* _Exercise details_
In the answer, each line of the listing should appear again unchanged.

--------------------

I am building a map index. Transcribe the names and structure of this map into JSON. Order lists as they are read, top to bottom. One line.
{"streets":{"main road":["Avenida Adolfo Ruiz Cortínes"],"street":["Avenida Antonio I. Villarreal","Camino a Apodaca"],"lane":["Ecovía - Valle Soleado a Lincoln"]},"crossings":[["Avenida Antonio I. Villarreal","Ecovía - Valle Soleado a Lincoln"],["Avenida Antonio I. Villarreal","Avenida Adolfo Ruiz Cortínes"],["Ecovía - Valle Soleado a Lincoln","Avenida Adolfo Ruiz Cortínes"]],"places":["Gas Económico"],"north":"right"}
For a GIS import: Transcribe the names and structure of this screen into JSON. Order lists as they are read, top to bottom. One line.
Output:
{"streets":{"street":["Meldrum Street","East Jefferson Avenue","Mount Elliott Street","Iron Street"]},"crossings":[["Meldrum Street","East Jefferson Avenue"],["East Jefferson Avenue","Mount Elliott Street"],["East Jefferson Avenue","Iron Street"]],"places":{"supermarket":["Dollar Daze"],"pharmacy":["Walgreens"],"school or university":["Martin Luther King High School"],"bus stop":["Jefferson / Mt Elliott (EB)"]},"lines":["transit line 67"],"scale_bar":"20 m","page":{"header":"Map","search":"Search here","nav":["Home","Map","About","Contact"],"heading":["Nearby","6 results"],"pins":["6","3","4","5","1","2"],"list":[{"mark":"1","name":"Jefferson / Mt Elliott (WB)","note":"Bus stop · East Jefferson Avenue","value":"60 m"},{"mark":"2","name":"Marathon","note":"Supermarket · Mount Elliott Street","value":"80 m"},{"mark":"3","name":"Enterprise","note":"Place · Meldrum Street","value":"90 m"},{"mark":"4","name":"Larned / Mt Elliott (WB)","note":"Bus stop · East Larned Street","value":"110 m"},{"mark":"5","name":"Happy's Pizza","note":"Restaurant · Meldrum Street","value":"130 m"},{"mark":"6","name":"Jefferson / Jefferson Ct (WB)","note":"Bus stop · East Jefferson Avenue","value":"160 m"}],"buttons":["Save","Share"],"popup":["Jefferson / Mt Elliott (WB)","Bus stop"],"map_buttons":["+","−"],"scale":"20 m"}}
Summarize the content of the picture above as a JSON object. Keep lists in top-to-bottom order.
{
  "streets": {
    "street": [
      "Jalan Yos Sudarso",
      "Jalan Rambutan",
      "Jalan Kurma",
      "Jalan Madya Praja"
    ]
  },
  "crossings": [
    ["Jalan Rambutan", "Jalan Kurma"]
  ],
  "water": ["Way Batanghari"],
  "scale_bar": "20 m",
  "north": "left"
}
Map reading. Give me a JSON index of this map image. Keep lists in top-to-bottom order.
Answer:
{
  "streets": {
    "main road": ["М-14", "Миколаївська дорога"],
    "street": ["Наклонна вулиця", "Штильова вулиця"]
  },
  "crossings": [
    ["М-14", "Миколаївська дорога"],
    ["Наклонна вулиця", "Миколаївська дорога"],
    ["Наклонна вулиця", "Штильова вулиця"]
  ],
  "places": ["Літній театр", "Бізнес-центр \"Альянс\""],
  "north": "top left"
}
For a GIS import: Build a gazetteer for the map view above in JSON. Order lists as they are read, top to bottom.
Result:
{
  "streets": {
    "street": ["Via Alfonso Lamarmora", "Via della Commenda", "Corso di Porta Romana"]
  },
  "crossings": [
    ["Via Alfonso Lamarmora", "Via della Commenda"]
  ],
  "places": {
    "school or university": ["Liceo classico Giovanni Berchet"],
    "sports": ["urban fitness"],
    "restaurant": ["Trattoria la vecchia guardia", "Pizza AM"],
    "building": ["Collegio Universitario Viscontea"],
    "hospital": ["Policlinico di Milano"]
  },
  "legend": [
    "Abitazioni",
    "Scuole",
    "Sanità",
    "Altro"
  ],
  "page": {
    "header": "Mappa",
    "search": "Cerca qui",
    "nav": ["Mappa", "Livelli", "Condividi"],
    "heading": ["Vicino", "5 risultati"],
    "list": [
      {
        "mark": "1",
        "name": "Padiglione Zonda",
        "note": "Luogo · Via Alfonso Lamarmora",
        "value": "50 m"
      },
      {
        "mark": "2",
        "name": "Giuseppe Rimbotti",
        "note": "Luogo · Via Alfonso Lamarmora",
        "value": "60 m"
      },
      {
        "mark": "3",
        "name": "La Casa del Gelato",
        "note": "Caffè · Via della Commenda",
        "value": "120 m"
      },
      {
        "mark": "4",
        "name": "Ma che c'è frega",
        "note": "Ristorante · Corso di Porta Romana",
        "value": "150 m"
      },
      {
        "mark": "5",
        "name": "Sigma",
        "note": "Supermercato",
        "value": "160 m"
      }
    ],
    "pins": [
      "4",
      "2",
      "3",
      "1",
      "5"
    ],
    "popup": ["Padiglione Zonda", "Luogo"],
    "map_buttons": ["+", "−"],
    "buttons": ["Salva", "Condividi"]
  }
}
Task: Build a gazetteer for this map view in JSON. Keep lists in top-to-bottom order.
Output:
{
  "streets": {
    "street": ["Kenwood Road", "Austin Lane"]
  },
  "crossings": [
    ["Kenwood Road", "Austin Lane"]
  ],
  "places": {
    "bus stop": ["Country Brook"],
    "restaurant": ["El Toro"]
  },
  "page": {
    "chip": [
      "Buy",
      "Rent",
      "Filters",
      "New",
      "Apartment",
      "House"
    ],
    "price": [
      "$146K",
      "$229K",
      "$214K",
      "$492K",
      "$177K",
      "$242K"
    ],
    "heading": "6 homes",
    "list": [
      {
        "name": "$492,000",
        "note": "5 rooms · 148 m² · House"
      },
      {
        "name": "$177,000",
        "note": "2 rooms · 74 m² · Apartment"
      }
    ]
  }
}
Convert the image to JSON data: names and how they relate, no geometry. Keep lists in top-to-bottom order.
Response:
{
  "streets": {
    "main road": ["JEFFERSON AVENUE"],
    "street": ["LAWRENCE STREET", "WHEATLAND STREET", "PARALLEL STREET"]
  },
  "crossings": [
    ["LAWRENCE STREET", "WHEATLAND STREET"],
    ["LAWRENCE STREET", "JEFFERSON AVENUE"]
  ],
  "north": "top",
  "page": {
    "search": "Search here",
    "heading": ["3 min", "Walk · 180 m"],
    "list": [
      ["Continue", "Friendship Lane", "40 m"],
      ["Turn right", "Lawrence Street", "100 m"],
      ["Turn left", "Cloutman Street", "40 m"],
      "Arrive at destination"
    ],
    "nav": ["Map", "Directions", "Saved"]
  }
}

--------------------

* _Written solution_
I am building a map index. Transcribe the names and structure of this map into JSON. Order lists as they are read, top to bottom. One line.
{"streets":{"main road":["Avenida Adolfo Ruiz Cortínes"],"street":["Avenida Antonio I. Villarreal","Camino a Apodaca"],"lane":["Ecovía - Valle Soleado a Lincoln"]},"crossings":[["Avenida Antonio I. Villarreal","Ecovía - Valle Soleado a Lincoln"],["Avenida Antonio I. Villarreal","Avenida Adolfo Ruiz Cortínes"],["Ecovía - Valle Soleado a Lincoln","Avenida Adolfo Ruiz Cortínes"]],"places":["Gas Económico"],"north":"right"}
For a GIS import: Transcribe the names and structure of this screen into JSON. Order lists as they are read, top to bottom. One line.
Output:
{"streets":{"street":["Meldrum Street","East Jefferson Avenue","Mount Elliott Street","Iron Street"]},"crossings":[["Meldrum Street","East Jefferson Avenue"],["East Jefferson Avenue","Mount Elliott Street"],["East Jefferson Avenue","Iron Street"]],"places":{"supermarket":["Dollar Daze"],"pharmacy":["Walgreens"],"school or university":["Martin Luther King High School"],"bus stop":["Jefferson / Mt Elliott (EB)"]},"lines":["transit line 67"],"scale_bar":"20 m","page":{"header":"Map","search":"Search here","nav":["Home","Map","About","Contact"],"heading":["Nearby","6 results"],"pins":["6","3","4","5","1","2"],"list":[{"mark":"1","name":"Jefferson / Mt Elliott (WB)","note":"Bus stop · East Jefferson Avenue","value":"60 m"},{"mark":"2","name":"Marathon","note":"Supermarket · Mount Elliott Street","value":"80 m"},{"mark":"3","name":"Enterprise","note":"Place · Meldrum Street","value":"90 m"},{"mark":"4","name":"Larned / Mt Elliott (WB)","note":"Bus stop · East Larned Street","value":"110 m"},{"mark":"5","name":"Happy's Pizza","note":"Restaurant · Meldrum Street","value":"130 m"},{"mark":"6","name":"Jefferson / Jefferson Ct (WB)","note":"Bus stop · East Jefferson Avenue","value":"160 m"}],"buttons":["Save","Share"],"popup":["Jefferson / Mt Elliott (WB)","Bus stop"],"map_buttons":["+","−"],"scale":"20 m"}}
Summarize the content of the picture above as a JSON object. Keep lists in top-to-bottom order.
{
  "streets": {
    "street": [
      "Jalan Yos Sudarso",
      "Jalan Rambutan",
      "Jalan Kurma",
      "Jalan Madya Praja"
    ]
  },
  "crossings": [
    ["Jalan Rambutan", "Jalan Kurma"]
  ],
  "water": ["Way Batanghari"],
  "scale_bar": "20 m",
  "north": "left"
}
Map reading. Give me a JSON index of this map image. Keep lists in top-to-bottom order.
Answer:
{
  "streets": {
    "main road": ["М-14", "Миколаївська дорога"],
    "street": ["Наклонна вулиця", "Штильова вулиця"]
  },
  "crossings": [
    ["М-14", "Миколаївська дорога"],
    ["Наклонна вулиця", "Миколаївська дорога"],
    ["Наклонна вулиця", "Штильова вулиця"]
  ],
  "places": ["Літній театр", "Бізнес-центр \"Альянс\""],
  "north": "top left"
}
For a GIS import: Build a gazetteer for the map view above in JSON. Order lists as they are read, top to bottom.
Result:
{
  "streets": {
    "street": ["Via Alfonso Lamarmora", "Via della Commenda", "Corso di Porta Romana"]
  },
  "crossings": [
    ["Via Alfonso Lamarmora", "Via della Commenda"]
  ],
  "places": {
    "school or university": ["Liceo classico Giovanni Berchet"],
    "sports": ["urban fitness"],
    "restaurant": ["Trattoria la vecchia guardia", "Pizza AM"],
    "building": ["Collegio Universitario Viscontea"],
    "hospital": ["Policlinico di Milano"]
  },
  "legend": [
    "Abitazioni",
    "Scuole",
    "Sanità",
    "Altro"
  ],
  "page": {
    "header": "Mappa",
    "search": "Cerca qui",
    "nav": ["Mappa", "Livelli", "Condividi"],
    "heading": ["Vicino", "5 risultati"],
    "list": [
      {
        "mark": "1",
        "name": "Padiglione Zonda",
        "note": "Luogo · Via Alfonso Lamarmora",
        "value": "50 m"
      },
      {
        "mark": "2",
        "name": "Giuseppe Rimbotti",
        "note": "Luogo · Via Alfonso Lamarmora",
        "value": "60 m"
      },
      {
        "mark": "3",
        "name": "La Casa del Gelato",
        "note": "Caffè · Via della Commenda",
        "value": "120 m"
      },
      {
        "mark": "4",
        "name": "Ma che c'è frega",
        "note": "Ristorante · Corso di Porta Romana",
        "value": "150 m"
      },
      {
        "mark": "5",
        "name": "Sigma",
        "note": "Supermercato",
        "value": "160 m"
      }
    ],
    "pins": [
      "4",
      "2",
      "3",
      "1",
      "5"
    ],
    "popup": ["Padiglione Zonda", "Luogo"],
    "map_buttons": ["+", "−"],
    "buttons": ["Salva", "Condividi"]
  }
}
Task: Build a gazetteer for this map view in JSON. Keep lists in top-to-bottom order.
Output:
{
  "streets": {
    "street": ["Kenwood Road", "Austin Lane"]
  },
  "crossings": [
    ["Kenwood Road", "Austin Lane"]
  ],
  "places": {
    "bus stop": ["Country Brook"],
    "restaurant": ["El Toro"]
  },
  "page": {
    "chip": [
      "Buy",
      "Rent",
      "Filters",
      "New",
      "Apartment",
      "House"
    ],
    "price": [
      "$146K",
      "$229K",
      "$214K",
      "$492K",
      "$177K",
      "$242K"
    ],
    "heading": "6 homes",
    "list": [
      {
        "name": "$492,000",
        "note": "5 rooms · 148 m² · House"
      },
      {
        "name": "$177,000",
        "note": "2 rooms · 74 m² · Apartment"
      }
    ]
  }
}
Convert the image to JSON data: names and how they relate, no geometry. Keep lists in top-to-bottom order.
Response:
{
  "streets": {
    "main road": ["JEFFERSON AVENUE"],
    "street": ["LAWRENCE STREET", "WHEATLAND STREET", "PARALLEL STREET"]
  },
  "crossings": [
    ["LAWRENCE STREET", "WHEATLAND STREET"],
    ["LAWRENCE STREET", "JEFFERSON AVENUE"]
  ],
  "north": "top",
  "page": {
    "search": "Search here",
    "heading": ["3 min", "Walk · 180 m"],
    "list": [
      ["Continue", "Friendship Lane", "40 m"],
      ["Turn right", "Lawrence Street", "100 m"],
      ["Turn left", "Cloutman Street", "40 m"],
      "Arrive at destination"
    ],
    "nav": ["Map", "Directions", "Saved"]
  }
}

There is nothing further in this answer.